WHAT THE EXERCISE ASKS:
Lines holding the string "overflow" in the listing below are to be copied.

═════ DATASET ENTRIES

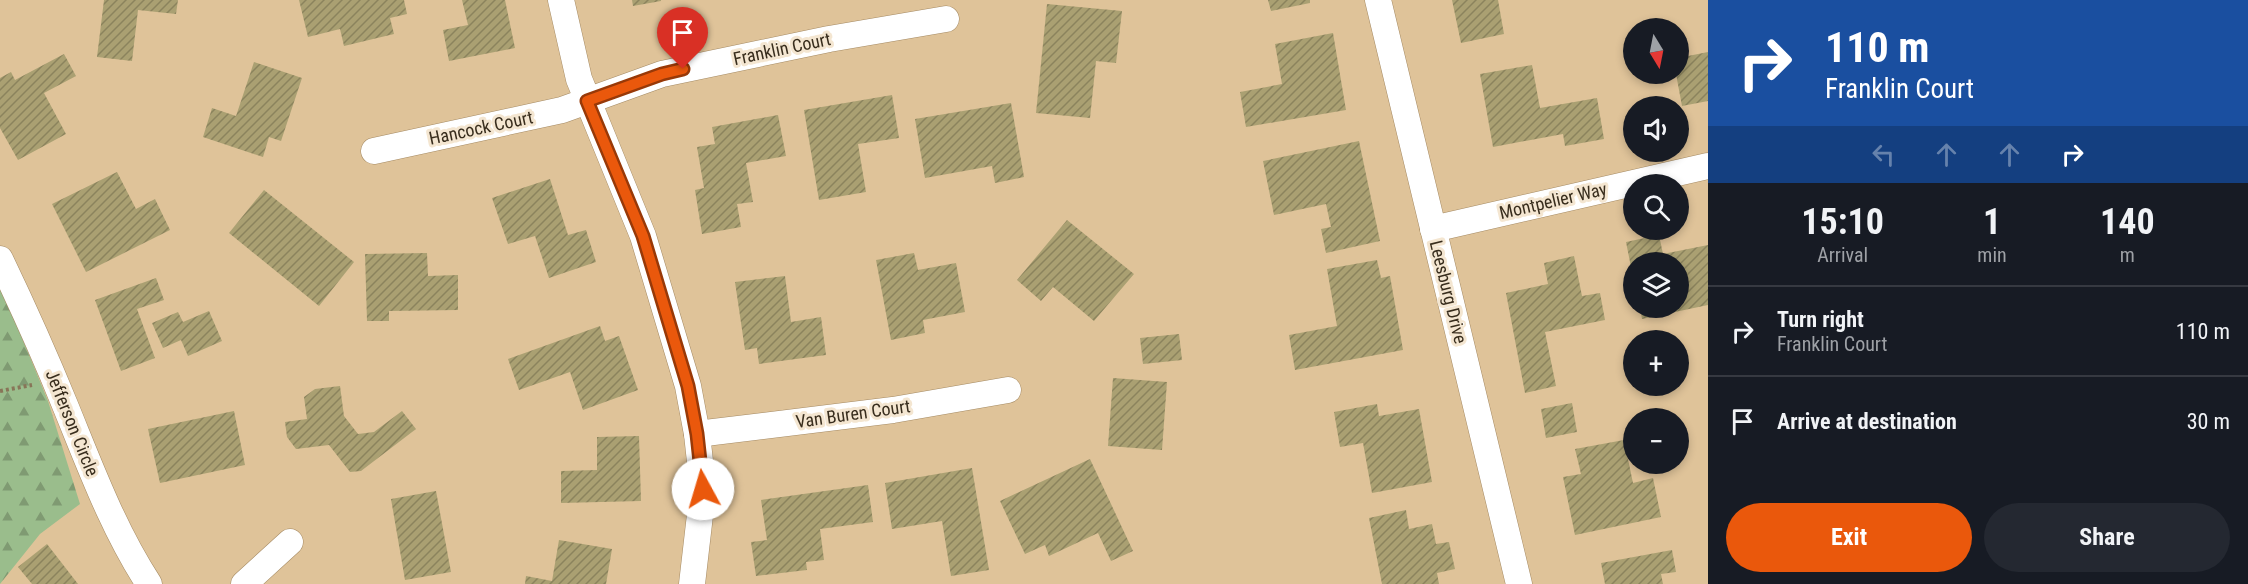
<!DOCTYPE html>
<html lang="en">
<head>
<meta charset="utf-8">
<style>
  :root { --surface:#171b24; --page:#242831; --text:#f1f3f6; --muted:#9ea1a6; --line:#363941; --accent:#ea580c }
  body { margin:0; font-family:"Roboto Condensed",sans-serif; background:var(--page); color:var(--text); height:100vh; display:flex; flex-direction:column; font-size:22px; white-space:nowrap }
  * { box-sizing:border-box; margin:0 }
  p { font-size:20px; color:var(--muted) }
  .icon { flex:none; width:33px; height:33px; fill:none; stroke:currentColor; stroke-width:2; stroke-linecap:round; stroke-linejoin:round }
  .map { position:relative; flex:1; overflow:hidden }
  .sheet { display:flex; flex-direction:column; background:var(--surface); width:540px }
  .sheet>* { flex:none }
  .banner { background:#1a4fa0; color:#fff; overflow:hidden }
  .needle { width:39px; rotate:170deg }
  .tools { position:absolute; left:1623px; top:18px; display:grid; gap:12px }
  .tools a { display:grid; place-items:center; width:66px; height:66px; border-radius:50%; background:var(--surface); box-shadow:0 3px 9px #0003; font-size:30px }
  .pin { position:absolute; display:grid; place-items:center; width:51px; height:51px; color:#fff; margin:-62px -26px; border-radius:50% 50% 50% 0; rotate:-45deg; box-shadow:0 0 6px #0007 }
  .pin .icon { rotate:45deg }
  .me { position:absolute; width:66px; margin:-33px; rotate:354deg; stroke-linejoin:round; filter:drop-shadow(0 0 4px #0008) }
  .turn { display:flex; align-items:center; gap:21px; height:126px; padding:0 18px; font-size:27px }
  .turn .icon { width:78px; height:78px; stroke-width:2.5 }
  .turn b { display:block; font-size:42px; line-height:51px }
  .lanes { display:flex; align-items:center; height:57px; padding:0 18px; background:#0003; justify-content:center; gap:30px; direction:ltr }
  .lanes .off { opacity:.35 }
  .eta { display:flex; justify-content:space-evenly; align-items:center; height:102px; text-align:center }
  .eta b { font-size:36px; font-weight:700; line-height:42px }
  .button { display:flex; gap:12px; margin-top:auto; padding:12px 18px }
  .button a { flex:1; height:69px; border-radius:36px; background:var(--accent); color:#fff; font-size:24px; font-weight:700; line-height:69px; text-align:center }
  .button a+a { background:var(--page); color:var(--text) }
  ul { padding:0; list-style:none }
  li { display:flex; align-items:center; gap:18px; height:90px; padding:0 18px; border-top:2px solid var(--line) }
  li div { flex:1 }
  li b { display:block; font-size:22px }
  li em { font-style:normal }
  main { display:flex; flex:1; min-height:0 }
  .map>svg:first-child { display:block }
</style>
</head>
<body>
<main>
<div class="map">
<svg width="1708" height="584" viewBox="0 0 1708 584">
  <defs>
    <pattern id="forest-firs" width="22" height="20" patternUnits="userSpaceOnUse" patternTransform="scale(1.5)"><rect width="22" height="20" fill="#9abd8c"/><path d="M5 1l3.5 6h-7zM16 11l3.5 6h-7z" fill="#7f9a72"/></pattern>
    <pattern id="building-hatch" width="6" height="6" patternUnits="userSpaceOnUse" patternTransform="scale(1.5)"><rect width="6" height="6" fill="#aaa072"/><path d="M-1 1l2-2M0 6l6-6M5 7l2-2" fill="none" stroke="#8b835d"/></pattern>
  </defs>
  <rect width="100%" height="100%" fill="#dfc399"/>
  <path fill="url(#forest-firs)" d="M 0,284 L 48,401 L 80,504 L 40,534 L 0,584 Z"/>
  <g fill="url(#building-hatch)">
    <path d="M 104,0 L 178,0 L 176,14 L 138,10 L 132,61 L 97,57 Z"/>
    <path d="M 299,0 L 404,0 L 407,14 L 390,18 L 394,34 L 344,46 L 340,29 L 308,37 Z"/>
    <path d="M 462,0 L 505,0 L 515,48 L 449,61 L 443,30 L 468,25 Z"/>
    <path d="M 632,0 L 661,0 L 661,1 L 633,6 Z"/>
    <path d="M 1268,0 L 1310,0 L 1310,3 L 1271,11 Z"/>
    <path d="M 1452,0 L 1498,0 L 1504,34 L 1461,43 Z"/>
    <path d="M 1047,4 L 1122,11 L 1116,63 L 1096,61 L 1090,118 L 1036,113 Z"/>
    <path d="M 1333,33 L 1346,110 L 1246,127 L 1240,92 L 1282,84 L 1275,44 Z"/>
    <path d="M 1708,52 L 1708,101 L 1682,106 L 1676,74 L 1678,74 L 1678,58 Z"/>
    <path d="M 64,54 L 76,76 L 44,93 L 66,134 L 18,160 L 0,128 L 0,78 L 11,72 L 15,80 Z"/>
    <path d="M 254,62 L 302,78 L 281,141 L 269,137 L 263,157 L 203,137 L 212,108 L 236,116 Z"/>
    <path d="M 1532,65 L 1540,108 L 1597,98 L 1604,139 L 1565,146 L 1563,134 L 1493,147 L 1480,74 Z"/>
    <path d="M 892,95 L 899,138 L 858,144 L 866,192 L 819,200 L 804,110 Z"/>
    <path d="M 1011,103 L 1024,177 L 995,183 L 992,166 L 925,178 L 915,119 Z"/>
    <path d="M 778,115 L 786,156 L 746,163 L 753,202 L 737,204 L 741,227 L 702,234 L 695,190 L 704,188 L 697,147 L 715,144 L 712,127 Z"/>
    <path d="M 1359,141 L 1380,241 L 1326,253 L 1321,229 L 1331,227 L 1326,204 L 1274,215 L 1263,161 Z"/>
    <path d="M 117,172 L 136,209 L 155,199 L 170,230 L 86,272 L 52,204 Z"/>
    <path d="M 550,179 L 568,235 L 586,230 L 596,262 L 549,278 L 535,236 L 508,244 L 492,198 Z"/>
    <path d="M 264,190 L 354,262 L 319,306 L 229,233 Z"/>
    <path d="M 1067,220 L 1134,274 L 1094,321 L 1053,287 L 1041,301 L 1017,280 Z"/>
    <path d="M 1659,235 L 1663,254 L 1708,245 L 1708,305 L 1642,319 L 1640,308 L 1678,308 L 1678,262 L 1634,262 L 1632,272 L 1626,242 Z"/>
    <path d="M 427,253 L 428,276 L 458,275 L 458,310 L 389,311 L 389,321 L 367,321 L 365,254 Z"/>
    <path d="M 914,253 L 918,270 L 956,263 L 965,312 L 923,320 L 925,333 L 891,340 L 876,260 Z"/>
    <path d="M 1574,256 L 1582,296 L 1600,293 L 1605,320 L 1545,332 L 1556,386 L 1525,393 L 1506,293 L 1548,284 L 1544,263 Z"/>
    <path d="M 1377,260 L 1381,278 L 1390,276 L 1403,350 L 1295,370 L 1289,335 L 1337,326 L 1327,269 Z"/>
    <path d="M 785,276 L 791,322 L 821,317 L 826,355 L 759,364 L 757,348 L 745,350 L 735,282 Z"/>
    <path d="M 156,278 L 164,300 L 137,309 L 155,358 L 121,371 L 95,300 Z"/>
    <path d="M 209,311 L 222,341 L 188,356 L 181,340 L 163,348 L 152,323 L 178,312 L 183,322 Z"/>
    <path d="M 600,326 L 605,341 L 619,336 L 638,390 L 583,410 L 570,372 L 519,390 L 508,359 Z"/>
    <path d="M 1179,334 L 1182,360 L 1143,364 L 1140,338 Z"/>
    <path d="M 1113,378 L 1167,382 L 1162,450 L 1108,446 Z"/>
    <path d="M 340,386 L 344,416 L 358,434 L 374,432 L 402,411 L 416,429 L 361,471 L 350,472 L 329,445 L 296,449 L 287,437 L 285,422 L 307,419 L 304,397 L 315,389 Z"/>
    <path d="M 1572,403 L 1577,432 L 1546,438 L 1541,409 Z"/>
    <path d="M 1377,404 L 1379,416 L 1419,409 L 1432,482 L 1372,493 L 1363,443 L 1340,447 L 1334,412 Z"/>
    <path d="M 234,411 L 245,465 L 160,483 L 148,429 Z"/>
    <path d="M 639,436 L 641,501 L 561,503 L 561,471 L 597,470 L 597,437 Z"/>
    <path d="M 1624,440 L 1633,483 L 1653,478 L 1661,517 L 1575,535 L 1563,477 L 1581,474 L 1575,449 Z"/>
    <path d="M 1090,459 L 1133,551 L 1111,561 L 1098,533 L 1049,556 L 1045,545 L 1025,554 L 1000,501 Z"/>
    <path d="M 972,468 L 989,570 L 951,576 L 942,521 L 892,529 L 885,483 Z"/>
    <path d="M 868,485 L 873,522 L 820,529 L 824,560 L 806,562 L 807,570 L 756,576 L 751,542 L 767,540 L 761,500 Z"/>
    <path d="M 436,491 L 451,572 L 405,580 L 391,499 Z"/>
    <path d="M 1406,510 L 1409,529 L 1432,524 L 1436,544 L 1449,542 L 1455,569 L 1437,573 L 1439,584 L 1382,584 L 1369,518 Z"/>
    <path d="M 559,540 L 612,549 L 606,584 L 525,584 L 526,576 L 552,581 Z"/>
    <path d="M 47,544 L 78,584 L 32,584 L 18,567 Z"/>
    <path d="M 1672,550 L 1676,572 L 1661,574 L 1663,584 L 1605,584 L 1601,563 Z"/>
  </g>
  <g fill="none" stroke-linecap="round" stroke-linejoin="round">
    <g stroke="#a58a63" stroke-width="27">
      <g id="street">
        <path d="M 561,0 L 579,79 L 643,236 L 688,386 L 697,434 L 703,489 L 692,584"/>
        <path d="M 1378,0 L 1519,584"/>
        <path d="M 374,151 L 562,110 L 662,74 L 829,39 L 946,19"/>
        <path d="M 1433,229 L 1708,166"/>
        <path d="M 0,259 C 23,307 45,356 65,405 C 90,466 113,529 149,584"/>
        <path d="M 697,434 L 893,410 L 1008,390"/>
        <path d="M 244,584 L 290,542"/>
      </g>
    </g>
    <path stroke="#887558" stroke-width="4" stroke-dasharray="3 3" stroke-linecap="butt" d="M 0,391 L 32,385"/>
    <use href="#street" stroke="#fff" stroke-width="26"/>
  </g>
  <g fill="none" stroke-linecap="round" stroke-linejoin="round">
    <g stroke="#983908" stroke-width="15">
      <path id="route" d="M 683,69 L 662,74 L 587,101 L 643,236 L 688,386 L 697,434 L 703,489"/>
    </g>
    <use href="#route" stroke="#ea580c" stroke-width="10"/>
  </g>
  <g text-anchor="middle" stroke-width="6" stroke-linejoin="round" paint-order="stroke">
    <g font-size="18" fill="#382d1d" stroke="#f4e6d1">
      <text transform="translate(782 49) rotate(-12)" y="6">Franklin Court</text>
      <text transform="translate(481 128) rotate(-12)" y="6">Hancock Court</text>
      <text transform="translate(1553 201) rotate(-13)" y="6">Montpelier Way</text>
      <text transform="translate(1448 292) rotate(76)" y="6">Leesburg Drive</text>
      <text transform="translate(853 414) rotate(-8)" y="6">Van Buren Court</text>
      <text transform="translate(72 423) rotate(68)" y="6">Jefferson Circle</text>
    </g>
  </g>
</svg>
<div class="tools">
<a><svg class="needle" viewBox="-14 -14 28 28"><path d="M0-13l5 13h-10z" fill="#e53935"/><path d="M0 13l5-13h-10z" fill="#9ea1a6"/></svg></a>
<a><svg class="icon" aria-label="sound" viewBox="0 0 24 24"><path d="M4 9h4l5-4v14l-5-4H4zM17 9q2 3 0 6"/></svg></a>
<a><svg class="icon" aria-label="search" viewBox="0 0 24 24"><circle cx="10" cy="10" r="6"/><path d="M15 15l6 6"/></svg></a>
<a><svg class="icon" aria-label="layers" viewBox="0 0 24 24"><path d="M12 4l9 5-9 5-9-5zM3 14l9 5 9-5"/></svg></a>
<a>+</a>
<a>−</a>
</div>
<div class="pin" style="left:683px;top:69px;background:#d93025"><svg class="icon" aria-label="arrive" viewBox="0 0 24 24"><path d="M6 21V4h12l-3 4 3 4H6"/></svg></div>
<svg class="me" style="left:703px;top:489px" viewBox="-20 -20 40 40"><circle r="19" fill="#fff"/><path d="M0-13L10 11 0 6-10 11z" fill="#ea580c"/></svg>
</div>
<section class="sheet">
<div class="banner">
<div class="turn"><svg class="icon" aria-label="right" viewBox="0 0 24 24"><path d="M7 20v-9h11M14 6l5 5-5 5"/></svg><div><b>110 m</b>Franklin Court</div></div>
<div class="lanes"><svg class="icon off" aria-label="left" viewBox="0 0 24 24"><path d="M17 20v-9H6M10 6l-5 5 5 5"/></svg><svg class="icon off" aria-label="ahead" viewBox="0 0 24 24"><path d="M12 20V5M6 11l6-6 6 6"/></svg><svg class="icon off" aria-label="ahead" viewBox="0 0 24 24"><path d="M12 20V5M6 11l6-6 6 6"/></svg><svg class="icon" aria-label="right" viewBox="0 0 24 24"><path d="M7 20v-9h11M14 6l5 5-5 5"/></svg></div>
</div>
<div class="eta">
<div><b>15:10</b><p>Arrival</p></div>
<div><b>1</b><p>min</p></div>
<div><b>140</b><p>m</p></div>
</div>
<ul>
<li><svg class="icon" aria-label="right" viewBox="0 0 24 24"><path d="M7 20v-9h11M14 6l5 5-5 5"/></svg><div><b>Turn right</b><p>Franklin Court</p></div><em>110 m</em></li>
<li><svg class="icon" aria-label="arrive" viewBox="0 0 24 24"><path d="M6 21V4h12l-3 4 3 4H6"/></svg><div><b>Arrive at destination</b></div><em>30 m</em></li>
</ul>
<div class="button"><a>Exit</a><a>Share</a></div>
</section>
</main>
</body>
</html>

══════════

TASK OUTPUT:
  .map { position:relative; flex:1; overflow:hidden }
  .banner { background:#1a4fa0; color:#fff; overflow:hidden }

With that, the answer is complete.